Ryan has brought along his own diversification, as well. While his father was already moving into broadleaf crops, Ryan saw an opportunity in sunflowers. Ten years ago, he says, he was growing around 80 acres; this year, black oil sunflowers will make up close to a third of his total 8,500 acres, much of it headed for the crusher or for commercial bird feed.

    Good Neighbors With The Oil Industry

 

 

Farming in this part of North Dakota has an “added layer of complexity,” says Ryan. It’s a literal layer beneath the well-tended soil of Davidson Farm where, Ryan says, the landowner at the surface “has the least amount of rights.”

“We live right in the heart of the (Bakken) oil field,” says Ryan. He describes researching mineral rights for Davidson Farm through a book-length stack of pages at the county records office; “The mineral rights have been traded many times since my family homesteaded here,” he says. “The stuff that’s underground, they have the right to go get it, and they’ll get it whether you want to or not, so it’s a lot easier to work with them than try and work against them.”

Oil was discovered in North Dakota in 1951, but production doubled between 2004 and 2008—right at the time Ryan took over the farm. Traffic increased on the rural roads. The labor market became competitive. And the most crucial competition came in shipping, where oil and grain had to share the rails.

So when an opportunity came for Ryan to work with the Dakota Access Pipeline for a tank battery on his land, as well as having a part of the pipeline itself cross the property, he made the decision that benefitted his own farm and others in the region. “I know those pipelines are a sore subject,” he says, “but we’ve seen the other side of it.” Bakken oil is a light sweet crude, meaning it has a higher concentration of gas, and is more flammable. “It’s safer to transport it underground,” Ryan says, and it opens more capacity on the railroad for farm goods. “We need rail to ship our products,” he says. “We can’t put it in a pipeline.”

    Carrying On A Legacy

 

 

“Things have progressed a whole lot since that time,” says Holly of the early 2000s when Ryan’s grandfather and father both passed. But it wasn’t the end of the challenges.

In 2014, “I had some issues… I started doctoring for it and found out I had a kidney disease,” says Ryan. He was placed on the transplant list in 2015, but the match didn’t take long, or come from far away. “My mom was the first one that got tested,” he says. “She was a perfect match.

“So she saved my life, and… here I am,” he says.

He admits he feels he has a lot to live up to. “I think daily about… What would Dad and Grandpa think? Would they be proud? And, I think they would…”

Holly, who describes her role now as “semi-retired,” says Ryan “has just done a wonderful job. I think he had some good teachers, and he’s got some good family background that’s done him well.”

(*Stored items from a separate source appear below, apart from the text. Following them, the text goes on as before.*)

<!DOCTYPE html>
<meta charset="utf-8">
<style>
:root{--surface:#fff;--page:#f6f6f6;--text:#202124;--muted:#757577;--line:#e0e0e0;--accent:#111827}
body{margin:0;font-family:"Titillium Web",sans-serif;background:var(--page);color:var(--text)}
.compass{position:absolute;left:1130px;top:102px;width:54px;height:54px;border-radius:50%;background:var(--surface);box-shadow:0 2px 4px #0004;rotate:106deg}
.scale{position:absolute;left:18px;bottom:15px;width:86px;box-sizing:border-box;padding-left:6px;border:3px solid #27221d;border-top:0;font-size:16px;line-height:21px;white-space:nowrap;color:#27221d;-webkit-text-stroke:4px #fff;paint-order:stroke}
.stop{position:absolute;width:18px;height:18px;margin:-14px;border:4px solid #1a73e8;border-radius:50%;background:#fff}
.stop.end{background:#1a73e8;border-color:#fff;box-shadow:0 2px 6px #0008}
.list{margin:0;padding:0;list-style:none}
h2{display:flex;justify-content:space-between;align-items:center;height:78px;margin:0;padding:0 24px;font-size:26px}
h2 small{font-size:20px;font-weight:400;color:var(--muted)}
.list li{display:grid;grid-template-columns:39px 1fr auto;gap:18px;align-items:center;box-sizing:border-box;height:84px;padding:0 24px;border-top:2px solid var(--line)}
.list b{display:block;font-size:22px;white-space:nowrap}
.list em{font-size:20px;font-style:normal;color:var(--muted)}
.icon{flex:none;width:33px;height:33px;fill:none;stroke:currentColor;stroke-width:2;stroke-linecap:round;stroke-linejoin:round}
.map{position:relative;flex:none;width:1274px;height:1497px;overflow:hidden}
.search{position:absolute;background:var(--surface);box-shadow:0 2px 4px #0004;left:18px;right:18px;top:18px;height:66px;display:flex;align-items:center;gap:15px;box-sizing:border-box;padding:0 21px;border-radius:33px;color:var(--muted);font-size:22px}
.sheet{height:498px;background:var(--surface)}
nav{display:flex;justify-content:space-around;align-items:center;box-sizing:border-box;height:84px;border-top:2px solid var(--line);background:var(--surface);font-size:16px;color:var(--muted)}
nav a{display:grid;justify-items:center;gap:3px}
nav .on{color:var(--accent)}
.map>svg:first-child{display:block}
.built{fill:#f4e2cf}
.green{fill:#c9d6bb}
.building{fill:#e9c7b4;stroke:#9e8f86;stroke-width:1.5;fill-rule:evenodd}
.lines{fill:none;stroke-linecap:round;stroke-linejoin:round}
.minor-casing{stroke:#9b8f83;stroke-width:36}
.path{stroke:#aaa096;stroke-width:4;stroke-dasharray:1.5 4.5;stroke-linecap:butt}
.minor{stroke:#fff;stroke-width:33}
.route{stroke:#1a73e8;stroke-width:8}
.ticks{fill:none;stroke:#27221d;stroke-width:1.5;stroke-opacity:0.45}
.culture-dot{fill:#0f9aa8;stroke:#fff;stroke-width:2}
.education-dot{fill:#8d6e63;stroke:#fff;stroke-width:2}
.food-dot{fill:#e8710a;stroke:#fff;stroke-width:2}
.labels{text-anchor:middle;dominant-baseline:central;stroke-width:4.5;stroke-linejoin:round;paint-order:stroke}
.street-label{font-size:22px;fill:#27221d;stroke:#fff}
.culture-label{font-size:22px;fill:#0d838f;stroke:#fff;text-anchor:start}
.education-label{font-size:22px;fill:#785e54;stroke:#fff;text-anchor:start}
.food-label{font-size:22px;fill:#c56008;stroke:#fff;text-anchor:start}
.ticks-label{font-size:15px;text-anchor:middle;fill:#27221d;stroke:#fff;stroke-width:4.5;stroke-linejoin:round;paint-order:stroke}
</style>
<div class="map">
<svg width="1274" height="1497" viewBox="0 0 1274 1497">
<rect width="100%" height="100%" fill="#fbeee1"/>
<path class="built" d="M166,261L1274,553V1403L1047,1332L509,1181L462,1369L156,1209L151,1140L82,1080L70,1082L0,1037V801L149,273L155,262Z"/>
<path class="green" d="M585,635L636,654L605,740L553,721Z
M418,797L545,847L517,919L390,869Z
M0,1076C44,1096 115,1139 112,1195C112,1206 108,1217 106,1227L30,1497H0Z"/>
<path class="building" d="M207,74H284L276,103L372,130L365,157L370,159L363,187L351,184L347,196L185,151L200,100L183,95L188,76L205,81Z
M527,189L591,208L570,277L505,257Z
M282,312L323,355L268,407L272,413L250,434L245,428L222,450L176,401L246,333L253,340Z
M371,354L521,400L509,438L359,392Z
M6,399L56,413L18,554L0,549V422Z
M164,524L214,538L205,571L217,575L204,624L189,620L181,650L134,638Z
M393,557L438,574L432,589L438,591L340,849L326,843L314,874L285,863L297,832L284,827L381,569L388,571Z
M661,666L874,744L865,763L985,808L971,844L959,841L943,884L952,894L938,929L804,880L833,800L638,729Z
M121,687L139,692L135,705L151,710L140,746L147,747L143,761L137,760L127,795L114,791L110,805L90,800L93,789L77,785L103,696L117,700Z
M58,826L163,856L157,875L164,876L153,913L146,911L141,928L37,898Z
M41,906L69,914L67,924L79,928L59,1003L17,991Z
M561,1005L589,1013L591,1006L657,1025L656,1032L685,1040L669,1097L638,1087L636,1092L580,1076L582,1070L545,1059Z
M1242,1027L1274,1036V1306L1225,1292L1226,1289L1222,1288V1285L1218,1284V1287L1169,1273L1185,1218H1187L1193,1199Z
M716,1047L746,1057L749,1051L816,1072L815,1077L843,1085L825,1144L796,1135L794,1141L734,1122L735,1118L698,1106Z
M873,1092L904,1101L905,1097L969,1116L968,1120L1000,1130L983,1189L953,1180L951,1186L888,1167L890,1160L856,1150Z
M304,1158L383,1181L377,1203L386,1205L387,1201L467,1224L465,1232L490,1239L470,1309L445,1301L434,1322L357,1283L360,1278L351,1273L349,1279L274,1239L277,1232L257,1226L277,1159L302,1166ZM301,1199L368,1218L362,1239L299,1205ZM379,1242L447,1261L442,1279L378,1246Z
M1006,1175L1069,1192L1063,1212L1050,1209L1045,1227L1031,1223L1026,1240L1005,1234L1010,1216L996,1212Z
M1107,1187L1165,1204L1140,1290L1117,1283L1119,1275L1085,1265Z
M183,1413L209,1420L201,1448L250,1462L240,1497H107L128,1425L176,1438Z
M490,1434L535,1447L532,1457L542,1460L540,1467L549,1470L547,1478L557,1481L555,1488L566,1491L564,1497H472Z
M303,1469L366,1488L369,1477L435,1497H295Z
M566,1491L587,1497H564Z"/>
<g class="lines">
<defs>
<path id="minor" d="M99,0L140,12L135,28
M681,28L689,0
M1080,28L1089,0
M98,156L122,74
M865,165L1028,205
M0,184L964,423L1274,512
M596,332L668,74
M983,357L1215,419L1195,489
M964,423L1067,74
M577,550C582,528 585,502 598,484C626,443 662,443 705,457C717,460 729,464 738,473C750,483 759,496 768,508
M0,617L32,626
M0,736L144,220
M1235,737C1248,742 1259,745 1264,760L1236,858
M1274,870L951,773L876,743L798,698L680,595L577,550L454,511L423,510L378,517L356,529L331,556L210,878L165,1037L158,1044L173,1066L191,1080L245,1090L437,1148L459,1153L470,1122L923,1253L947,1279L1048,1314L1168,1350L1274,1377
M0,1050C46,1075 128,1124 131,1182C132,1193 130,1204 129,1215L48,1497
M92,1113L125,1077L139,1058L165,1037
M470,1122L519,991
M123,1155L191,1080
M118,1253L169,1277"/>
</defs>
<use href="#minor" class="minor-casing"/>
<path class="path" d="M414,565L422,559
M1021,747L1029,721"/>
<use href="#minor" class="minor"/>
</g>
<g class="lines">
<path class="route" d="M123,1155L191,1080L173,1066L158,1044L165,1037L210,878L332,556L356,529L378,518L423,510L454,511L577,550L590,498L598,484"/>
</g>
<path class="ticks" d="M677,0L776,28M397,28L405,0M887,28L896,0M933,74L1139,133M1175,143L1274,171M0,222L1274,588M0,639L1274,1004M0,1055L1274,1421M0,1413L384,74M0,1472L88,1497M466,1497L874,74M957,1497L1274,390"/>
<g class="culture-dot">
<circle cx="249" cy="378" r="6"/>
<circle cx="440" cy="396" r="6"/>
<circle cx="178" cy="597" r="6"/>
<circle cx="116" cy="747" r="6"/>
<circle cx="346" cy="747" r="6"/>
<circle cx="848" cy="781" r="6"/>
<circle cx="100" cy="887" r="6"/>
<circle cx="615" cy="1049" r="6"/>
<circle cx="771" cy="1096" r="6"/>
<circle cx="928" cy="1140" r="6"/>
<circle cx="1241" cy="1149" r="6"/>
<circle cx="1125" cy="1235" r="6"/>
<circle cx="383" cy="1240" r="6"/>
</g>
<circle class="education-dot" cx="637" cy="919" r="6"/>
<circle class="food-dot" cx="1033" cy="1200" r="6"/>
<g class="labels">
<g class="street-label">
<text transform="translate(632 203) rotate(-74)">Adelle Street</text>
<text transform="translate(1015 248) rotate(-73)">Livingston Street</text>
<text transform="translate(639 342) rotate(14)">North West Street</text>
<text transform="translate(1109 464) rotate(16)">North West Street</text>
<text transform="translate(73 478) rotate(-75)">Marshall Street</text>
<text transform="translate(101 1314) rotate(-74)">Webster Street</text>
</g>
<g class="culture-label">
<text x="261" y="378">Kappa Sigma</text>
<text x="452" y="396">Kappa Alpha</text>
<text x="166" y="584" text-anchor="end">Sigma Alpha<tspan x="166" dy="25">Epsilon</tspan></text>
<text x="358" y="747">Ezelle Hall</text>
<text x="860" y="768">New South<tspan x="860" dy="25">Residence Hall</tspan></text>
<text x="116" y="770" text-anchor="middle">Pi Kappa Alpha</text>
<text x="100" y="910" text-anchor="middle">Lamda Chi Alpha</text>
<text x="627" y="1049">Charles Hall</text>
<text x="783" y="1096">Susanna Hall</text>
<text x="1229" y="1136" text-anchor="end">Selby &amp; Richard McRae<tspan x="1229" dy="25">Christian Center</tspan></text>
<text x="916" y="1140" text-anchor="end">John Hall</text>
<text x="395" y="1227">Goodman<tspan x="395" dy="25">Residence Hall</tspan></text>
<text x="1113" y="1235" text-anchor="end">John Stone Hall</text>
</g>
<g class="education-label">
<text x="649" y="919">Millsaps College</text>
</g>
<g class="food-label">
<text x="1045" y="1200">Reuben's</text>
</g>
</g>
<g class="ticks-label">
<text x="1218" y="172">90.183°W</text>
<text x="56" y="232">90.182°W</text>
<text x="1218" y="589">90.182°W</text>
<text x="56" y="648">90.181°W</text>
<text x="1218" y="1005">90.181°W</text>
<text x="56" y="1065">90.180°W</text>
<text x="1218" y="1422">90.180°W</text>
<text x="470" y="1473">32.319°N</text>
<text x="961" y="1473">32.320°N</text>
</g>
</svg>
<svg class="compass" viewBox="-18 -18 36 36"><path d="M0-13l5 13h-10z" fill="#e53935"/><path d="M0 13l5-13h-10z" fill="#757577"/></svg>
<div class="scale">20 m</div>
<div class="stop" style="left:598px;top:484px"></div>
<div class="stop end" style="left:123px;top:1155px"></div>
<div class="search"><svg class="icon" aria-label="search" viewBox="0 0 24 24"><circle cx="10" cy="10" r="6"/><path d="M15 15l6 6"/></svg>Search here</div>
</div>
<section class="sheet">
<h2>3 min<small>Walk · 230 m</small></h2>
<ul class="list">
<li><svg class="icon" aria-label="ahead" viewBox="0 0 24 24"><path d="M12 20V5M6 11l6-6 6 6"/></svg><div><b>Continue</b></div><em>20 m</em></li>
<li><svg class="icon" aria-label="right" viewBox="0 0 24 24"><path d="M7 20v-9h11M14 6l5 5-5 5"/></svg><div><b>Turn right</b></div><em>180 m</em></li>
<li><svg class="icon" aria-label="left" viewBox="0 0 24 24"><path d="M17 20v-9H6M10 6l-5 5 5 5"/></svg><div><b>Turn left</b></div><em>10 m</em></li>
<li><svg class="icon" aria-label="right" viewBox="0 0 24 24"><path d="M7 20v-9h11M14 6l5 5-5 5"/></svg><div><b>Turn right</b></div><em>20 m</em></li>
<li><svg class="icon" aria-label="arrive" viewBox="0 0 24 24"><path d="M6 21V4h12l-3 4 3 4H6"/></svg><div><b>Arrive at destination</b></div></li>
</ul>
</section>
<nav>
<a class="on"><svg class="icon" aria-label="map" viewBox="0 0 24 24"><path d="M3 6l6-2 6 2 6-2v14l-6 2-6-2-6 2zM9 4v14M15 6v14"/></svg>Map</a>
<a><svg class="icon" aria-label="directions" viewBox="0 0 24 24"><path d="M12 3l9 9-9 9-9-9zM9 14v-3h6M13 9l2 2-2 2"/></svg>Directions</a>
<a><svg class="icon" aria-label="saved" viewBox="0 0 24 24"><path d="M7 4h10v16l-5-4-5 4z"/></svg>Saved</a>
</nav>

“To me, legacy is the big driver of why I do this,” Ryan says. “This farm has been in the family for almost 120 years. They lived through the ’30s, the ’80s… they made it work. Am I doing good by them? It’s what I strive for every day.”

According to his mom, Ryan is absolutely bearing up under the weight of those generations. “The farm will be just fine,” says Holly, “because my son has been in charge of it for almost 20 years… it’s in good hands.”